** What the exercise asks **
The answer must be every line of the records in which the string "roads" appears.

(Study material begins)

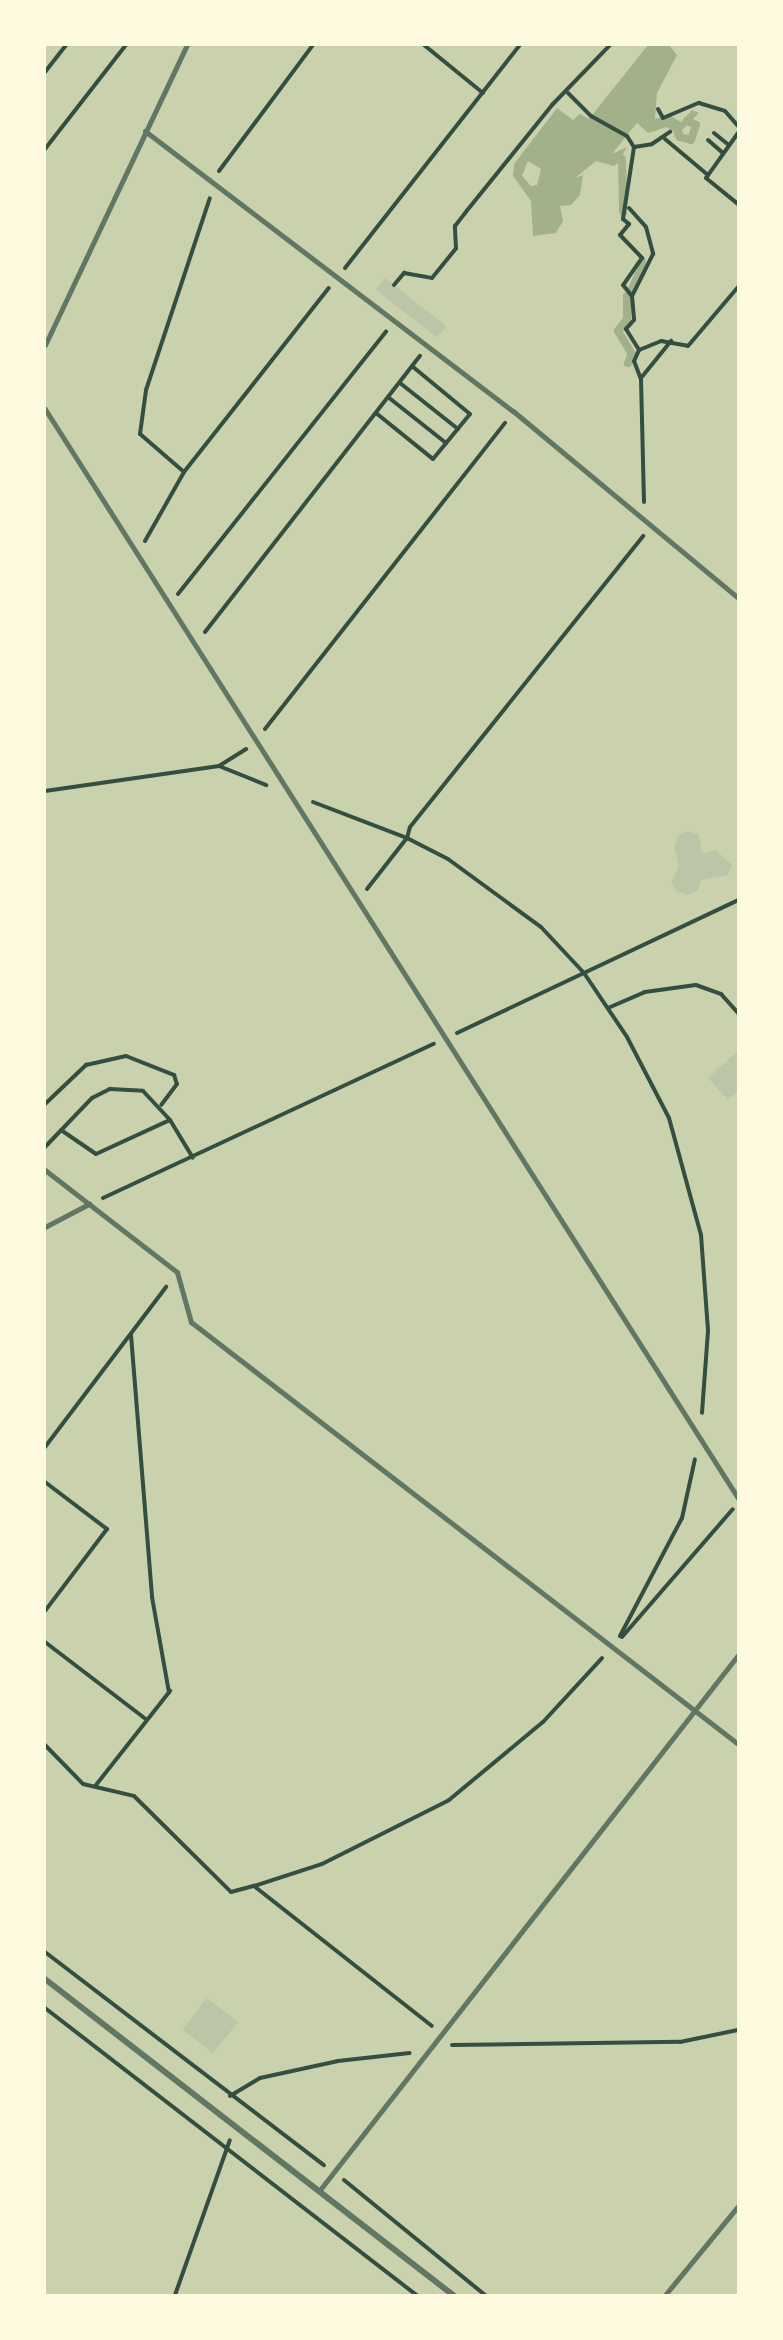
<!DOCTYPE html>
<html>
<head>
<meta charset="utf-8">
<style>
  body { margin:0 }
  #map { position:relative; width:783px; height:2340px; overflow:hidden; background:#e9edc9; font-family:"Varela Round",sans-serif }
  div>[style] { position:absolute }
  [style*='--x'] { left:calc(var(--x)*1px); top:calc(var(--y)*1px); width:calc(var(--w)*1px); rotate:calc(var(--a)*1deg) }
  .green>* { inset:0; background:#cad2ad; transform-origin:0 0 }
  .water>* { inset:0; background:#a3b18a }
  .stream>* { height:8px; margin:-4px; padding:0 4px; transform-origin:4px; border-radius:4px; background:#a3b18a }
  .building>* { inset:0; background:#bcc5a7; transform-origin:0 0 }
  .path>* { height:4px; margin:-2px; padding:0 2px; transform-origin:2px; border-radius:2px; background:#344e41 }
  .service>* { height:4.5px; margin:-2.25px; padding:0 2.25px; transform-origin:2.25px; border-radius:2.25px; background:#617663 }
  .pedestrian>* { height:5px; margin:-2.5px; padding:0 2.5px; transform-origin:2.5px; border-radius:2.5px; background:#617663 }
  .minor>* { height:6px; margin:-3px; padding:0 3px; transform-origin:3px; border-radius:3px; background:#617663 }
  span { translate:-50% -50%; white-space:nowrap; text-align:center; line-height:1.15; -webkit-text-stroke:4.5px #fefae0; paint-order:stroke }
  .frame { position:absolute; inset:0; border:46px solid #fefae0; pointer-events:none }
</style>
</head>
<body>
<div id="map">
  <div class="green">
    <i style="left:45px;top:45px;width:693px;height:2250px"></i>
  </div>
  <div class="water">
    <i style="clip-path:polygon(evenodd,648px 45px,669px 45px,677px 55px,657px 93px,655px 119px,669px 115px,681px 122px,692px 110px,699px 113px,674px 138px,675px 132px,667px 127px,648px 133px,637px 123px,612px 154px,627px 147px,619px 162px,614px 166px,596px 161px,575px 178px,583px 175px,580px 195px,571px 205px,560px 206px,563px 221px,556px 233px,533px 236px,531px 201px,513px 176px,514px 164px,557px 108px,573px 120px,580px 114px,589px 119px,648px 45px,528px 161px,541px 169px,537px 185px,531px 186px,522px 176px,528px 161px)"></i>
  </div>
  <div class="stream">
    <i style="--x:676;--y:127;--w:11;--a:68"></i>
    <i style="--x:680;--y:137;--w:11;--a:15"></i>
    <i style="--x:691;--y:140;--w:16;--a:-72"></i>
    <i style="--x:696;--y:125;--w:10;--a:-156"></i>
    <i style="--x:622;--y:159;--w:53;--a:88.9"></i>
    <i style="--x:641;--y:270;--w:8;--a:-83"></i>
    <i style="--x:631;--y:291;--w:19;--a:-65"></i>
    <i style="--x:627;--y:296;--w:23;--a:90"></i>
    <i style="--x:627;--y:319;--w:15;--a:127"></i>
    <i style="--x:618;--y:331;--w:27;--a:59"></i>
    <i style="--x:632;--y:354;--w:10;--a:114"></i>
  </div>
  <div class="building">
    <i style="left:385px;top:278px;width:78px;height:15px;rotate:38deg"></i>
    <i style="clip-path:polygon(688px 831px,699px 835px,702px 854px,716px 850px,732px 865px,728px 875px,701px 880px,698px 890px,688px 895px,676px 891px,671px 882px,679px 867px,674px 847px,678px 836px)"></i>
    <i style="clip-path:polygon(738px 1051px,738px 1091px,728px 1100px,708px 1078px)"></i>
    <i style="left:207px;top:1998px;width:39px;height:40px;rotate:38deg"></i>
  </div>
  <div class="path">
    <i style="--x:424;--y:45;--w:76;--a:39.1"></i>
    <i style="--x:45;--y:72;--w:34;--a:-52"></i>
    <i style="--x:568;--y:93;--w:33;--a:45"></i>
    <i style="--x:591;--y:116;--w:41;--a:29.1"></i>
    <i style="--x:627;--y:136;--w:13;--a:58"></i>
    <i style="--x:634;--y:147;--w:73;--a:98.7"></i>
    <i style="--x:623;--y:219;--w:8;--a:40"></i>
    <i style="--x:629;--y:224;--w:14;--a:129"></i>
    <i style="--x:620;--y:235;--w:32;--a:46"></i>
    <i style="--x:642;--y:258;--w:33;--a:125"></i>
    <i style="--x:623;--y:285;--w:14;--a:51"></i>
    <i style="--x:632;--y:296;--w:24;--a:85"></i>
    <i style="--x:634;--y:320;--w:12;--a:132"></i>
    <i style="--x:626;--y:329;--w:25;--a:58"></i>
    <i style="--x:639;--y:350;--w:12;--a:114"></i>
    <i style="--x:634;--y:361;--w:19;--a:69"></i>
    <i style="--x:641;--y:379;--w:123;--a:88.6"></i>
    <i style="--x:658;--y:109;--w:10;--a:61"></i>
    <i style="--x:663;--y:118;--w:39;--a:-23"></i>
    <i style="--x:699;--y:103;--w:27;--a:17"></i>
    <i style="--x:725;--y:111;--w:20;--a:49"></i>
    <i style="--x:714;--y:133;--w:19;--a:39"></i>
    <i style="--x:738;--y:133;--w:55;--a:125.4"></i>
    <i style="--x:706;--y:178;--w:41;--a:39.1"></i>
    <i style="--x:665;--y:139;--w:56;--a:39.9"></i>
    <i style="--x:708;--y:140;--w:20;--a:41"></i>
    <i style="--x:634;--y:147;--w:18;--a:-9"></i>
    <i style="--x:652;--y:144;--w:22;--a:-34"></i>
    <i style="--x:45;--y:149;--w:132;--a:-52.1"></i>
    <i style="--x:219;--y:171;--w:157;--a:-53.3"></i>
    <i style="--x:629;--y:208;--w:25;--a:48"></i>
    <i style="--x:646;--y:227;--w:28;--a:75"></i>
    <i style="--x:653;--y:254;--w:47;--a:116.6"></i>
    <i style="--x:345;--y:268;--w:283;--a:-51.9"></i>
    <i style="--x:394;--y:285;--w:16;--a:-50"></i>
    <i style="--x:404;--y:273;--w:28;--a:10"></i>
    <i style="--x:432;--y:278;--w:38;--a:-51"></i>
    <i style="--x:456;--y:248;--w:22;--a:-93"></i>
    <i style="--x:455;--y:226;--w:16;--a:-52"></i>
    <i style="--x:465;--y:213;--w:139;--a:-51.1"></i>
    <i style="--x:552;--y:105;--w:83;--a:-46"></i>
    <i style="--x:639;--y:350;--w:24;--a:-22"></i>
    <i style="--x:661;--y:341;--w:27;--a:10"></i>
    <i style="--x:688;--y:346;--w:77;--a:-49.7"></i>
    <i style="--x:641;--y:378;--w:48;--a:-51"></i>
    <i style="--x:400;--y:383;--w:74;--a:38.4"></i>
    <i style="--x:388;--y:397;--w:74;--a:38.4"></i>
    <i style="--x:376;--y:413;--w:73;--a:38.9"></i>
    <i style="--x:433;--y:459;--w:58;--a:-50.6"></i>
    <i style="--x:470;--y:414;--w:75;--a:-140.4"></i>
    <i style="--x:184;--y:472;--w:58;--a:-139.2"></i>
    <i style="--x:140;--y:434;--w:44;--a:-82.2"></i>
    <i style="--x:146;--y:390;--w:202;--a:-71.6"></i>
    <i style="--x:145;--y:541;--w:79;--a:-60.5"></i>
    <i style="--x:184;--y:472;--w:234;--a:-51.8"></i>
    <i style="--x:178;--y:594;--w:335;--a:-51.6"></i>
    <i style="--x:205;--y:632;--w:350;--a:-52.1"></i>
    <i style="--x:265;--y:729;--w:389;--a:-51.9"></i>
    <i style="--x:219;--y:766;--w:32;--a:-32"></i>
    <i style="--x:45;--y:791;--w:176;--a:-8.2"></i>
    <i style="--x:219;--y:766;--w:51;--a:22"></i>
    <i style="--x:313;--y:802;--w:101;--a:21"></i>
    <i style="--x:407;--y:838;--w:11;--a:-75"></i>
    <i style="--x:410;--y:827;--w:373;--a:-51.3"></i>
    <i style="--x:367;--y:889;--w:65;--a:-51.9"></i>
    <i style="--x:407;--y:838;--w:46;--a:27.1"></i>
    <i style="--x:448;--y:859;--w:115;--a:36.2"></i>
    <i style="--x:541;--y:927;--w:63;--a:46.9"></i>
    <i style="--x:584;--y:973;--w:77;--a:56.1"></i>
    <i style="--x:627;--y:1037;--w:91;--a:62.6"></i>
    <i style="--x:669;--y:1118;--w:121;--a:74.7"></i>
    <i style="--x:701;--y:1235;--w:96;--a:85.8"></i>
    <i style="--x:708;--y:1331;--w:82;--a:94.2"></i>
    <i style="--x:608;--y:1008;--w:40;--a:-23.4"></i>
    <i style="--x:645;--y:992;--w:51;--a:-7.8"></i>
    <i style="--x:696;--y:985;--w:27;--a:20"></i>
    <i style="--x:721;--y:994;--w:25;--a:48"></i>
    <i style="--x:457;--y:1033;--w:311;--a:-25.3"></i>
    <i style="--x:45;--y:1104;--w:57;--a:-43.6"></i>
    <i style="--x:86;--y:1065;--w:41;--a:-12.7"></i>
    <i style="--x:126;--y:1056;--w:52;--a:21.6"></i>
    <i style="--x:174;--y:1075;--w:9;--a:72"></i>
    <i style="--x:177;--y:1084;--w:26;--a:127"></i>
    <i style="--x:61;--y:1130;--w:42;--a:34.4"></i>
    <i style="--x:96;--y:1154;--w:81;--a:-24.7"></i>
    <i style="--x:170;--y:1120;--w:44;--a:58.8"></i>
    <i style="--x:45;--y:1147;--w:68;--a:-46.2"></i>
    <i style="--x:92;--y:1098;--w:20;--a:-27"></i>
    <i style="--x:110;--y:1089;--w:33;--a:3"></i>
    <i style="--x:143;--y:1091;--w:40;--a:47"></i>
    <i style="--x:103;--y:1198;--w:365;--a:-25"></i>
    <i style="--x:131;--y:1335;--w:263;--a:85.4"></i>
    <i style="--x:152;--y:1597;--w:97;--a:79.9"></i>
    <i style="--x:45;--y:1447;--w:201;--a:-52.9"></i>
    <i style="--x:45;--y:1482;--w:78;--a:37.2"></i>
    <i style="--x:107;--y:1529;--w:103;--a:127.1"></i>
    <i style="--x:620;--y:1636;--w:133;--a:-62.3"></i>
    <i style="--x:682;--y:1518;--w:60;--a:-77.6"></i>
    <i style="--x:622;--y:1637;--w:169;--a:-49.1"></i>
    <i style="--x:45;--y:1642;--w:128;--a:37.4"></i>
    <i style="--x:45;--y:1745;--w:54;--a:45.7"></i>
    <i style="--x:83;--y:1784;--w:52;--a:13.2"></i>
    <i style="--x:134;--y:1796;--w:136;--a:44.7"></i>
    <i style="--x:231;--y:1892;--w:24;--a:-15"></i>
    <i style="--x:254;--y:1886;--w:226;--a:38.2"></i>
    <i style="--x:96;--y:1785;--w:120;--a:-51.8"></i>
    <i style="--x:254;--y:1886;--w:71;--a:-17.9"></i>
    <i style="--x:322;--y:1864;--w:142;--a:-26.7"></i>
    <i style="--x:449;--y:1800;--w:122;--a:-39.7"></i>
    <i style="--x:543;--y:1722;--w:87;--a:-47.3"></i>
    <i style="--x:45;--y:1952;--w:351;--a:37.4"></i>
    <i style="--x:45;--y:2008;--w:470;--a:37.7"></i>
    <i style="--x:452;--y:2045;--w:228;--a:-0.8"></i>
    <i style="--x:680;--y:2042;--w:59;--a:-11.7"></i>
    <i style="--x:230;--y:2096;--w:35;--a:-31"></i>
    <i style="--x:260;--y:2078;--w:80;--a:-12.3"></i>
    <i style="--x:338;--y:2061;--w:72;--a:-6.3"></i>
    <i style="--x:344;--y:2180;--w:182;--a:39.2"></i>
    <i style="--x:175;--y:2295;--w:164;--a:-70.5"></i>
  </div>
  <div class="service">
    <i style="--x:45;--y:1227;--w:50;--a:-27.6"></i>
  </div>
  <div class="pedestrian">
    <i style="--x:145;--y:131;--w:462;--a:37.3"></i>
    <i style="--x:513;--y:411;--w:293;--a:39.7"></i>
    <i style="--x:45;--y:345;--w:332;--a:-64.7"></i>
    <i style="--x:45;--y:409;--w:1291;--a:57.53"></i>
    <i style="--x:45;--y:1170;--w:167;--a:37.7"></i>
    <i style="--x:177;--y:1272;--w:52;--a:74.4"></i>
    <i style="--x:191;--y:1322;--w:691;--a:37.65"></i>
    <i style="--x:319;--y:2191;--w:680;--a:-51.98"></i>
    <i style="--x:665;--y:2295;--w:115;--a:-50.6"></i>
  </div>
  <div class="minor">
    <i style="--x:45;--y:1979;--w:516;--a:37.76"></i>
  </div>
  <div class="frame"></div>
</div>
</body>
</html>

(Study material ends)
(Study material begins)

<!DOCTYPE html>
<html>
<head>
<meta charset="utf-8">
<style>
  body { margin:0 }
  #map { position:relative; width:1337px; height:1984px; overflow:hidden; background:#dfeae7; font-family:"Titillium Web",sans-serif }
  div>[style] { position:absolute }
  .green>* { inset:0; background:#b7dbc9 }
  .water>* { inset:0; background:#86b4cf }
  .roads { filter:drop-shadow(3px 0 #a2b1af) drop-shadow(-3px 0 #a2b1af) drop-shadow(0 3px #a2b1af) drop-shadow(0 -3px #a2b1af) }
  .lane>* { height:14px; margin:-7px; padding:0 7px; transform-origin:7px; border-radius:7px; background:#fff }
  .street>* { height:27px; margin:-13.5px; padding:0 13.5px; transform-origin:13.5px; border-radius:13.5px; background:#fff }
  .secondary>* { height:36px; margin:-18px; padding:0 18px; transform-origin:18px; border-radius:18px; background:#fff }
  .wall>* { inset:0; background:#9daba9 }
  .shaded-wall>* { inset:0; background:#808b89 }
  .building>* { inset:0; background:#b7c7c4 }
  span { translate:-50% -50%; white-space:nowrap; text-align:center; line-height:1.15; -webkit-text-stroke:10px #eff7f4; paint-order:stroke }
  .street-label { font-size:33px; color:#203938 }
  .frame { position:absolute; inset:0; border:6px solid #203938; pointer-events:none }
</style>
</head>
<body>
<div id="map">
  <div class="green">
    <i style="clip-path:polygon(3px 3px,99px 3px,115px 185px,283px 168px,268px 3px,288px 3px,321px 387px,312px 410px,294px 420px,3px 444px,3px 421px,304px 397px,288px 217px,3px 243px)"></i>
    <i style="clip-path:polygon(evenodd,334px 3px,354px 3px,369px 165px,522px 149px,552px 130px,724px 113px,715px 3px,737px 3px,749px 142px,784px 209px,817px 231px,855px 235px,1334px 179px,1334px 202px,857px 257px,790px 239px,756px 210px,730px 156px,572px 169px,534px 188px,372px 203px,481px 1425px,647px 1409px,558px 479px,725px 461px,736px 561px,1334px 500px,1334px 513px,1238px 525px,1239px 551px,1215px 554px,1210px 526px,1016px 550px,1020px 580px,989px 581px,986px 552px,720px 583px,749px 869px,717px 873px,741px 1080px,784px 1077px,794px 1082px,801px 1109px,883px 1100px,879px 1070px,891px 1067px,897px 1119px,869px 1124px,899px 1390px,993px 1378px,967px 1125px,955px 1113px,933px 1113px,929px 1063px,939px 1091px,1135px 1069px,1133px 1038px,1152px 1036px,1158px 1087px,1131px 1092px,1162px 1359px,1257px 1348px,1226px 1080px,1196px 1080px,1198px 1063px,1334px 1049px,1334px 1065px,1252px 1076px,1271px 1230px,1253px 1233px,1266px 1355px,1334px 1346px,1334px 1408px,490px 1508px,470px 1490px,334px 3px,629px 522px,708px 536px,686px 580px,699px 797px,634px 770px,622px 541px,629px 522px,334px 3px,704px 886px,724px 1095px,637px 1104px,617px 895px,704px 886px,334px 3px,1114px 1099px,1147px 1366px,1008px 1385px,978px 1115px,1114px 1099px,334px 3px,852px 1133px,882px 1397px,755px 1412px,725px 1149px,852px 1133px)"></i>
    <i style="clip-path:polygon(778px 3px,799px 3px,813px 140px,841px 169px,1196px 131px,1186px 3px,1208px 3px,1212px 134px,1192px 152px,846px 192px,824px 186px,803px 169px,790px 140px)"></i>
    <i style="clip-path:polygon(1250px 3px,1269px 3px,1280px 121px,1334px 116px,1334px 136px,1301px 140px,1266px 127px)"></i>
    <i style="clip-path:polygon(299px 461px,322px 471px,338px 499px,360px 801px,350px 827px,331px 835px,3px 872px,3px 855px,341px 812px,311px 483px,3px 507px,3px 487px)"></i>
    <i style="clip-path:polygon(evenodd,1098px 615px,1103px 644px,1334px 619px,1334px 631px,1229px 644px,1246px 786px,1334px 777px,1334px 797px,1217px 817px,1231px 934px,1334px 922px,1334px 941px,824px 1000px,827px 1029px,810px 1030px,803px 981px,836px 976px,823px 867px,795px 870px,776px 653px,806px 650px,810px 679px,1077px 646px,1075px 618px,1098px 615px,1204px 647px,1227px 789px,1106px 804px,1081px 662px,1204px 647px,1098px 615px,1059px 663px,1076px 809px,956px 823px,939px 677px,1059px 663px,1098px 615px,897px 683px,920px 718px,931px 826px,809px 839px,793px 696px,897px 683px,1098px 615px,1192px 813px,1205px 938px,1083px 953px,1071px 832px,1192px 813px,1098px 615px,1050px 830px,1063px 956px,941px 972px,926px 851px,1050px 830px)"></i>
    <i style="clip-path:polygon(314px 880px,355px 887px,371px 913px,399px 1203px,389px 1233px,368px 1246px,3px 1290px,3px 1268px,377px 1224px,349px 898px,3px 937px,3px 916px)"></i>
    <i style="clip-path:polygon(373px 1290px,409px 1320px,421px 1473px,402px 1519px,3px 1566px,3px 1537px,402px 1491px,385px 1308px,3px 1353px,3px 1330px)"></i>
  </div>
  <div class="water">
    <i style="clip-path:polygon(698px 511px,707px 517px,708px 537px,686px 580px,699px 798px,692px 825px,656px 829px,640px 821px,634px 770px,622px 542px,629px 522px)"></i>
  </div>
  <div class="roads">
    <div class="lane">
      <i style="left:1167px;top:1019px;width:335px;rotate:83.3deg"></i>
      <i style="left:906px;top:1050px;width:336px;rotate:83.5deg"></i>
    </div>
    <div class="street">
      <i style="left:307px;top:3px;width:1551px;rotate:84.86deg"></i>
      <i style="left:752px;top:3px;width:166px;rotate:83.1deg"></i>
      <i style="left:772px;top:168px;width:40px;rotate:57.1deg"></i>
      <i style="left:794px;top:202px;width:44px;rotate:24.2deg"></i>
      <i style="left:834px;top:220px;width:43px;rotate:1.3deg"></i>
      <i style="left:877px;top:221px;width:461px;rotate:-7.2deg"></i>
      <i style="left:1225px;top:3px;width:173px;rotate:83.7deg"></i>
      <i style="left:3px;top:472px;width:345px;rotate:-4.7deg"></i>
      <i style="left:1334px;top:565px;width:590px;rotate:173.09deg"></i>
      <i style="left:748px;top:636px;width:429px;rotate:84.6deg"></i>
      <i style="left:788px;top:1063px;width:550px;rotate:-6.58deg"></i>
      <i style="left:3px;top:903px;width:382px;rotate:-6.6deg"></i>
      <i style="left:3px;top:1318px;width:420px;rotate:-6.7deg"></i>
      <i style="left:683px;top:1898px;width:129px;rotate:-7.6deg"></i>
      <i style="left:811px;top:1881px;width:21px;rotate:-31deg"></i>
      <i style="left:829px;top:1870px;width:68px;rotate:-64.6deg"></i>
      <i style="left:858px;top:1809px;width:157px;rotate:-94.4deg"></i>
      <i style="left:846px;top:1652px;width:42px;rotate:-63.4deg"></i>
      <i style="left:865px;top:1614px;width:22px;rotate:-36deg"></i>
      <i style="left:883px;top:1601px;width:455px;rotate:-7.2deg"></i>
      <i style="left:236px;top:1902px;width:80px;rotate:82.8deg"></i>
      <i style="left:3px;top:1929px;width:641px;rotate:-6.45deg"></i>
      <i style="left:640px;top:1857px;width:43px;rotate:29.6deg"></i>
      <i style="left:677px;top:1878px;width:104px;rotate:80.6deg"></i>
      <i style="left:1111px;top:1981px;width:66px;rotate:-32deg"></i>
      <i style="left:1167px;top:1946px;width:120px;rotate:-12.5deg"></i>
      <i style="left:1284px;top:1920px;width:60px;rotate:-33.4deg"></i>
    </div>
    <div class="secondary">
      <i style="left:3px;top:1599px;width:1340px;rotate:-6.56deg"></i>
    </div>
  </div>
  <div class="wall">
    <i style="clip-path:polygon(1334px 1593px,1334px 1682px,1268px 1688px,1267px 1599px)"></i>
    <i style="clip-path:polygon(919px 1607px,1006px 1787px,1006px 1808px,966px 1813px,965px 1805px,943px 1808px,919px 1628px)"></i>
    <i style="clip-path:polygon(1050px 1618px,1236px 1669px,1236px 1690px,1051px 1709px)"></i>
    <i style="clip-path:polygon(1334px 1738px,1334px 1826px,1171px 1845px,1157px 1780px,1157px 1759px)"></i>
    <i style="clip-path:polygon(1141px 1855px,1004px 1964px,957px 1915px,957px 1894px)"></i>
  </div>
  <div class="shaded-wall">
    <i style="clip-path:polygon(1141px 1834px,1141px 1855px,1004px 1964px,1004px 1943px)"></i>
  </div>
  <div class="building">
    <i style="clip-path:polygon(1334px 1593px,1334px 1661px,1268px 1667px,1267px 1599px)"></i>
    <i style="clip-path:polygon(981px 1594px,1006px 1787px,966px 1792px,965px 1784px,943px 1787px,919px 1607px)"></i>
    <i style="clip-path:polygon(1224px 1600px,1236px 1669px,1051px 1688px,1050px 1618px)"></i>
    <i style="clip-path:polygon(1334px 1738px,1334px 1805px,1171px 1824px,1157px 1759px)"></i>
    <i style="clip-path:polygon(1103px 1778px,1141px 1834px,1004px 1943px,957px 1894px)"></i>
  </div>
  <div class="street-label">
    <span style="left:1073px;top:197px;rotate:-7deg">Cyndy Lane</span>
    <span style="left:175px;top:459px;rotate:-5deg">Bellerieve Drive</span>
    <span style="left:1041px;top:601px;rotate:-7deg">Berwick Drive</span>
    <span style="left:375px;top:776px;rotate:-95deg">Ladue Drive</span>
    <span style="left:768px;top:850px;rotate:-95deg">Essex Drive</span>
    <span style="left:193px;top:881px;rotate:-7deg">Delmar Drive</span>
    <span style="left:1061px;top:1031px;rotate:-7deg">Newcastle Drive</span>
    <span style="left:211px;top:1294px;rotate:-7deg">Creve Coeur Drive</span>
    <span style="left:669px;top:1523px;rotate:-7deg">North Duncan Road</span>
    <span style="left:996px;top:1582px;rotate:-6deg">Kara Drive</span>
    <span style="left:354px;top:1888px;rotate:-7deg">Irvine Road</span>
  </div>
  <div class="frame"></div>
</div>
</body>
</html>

(Study material ends)

** Answer **
  .roads { filter:drop-shadow(3px 0 #a2b1af) drop-shadow(-3px 0 #a2b1af) drop-shadow(0 3px #a2b1af) drop-shadow(0 -3px #a2b1af) }
  <div class="roads">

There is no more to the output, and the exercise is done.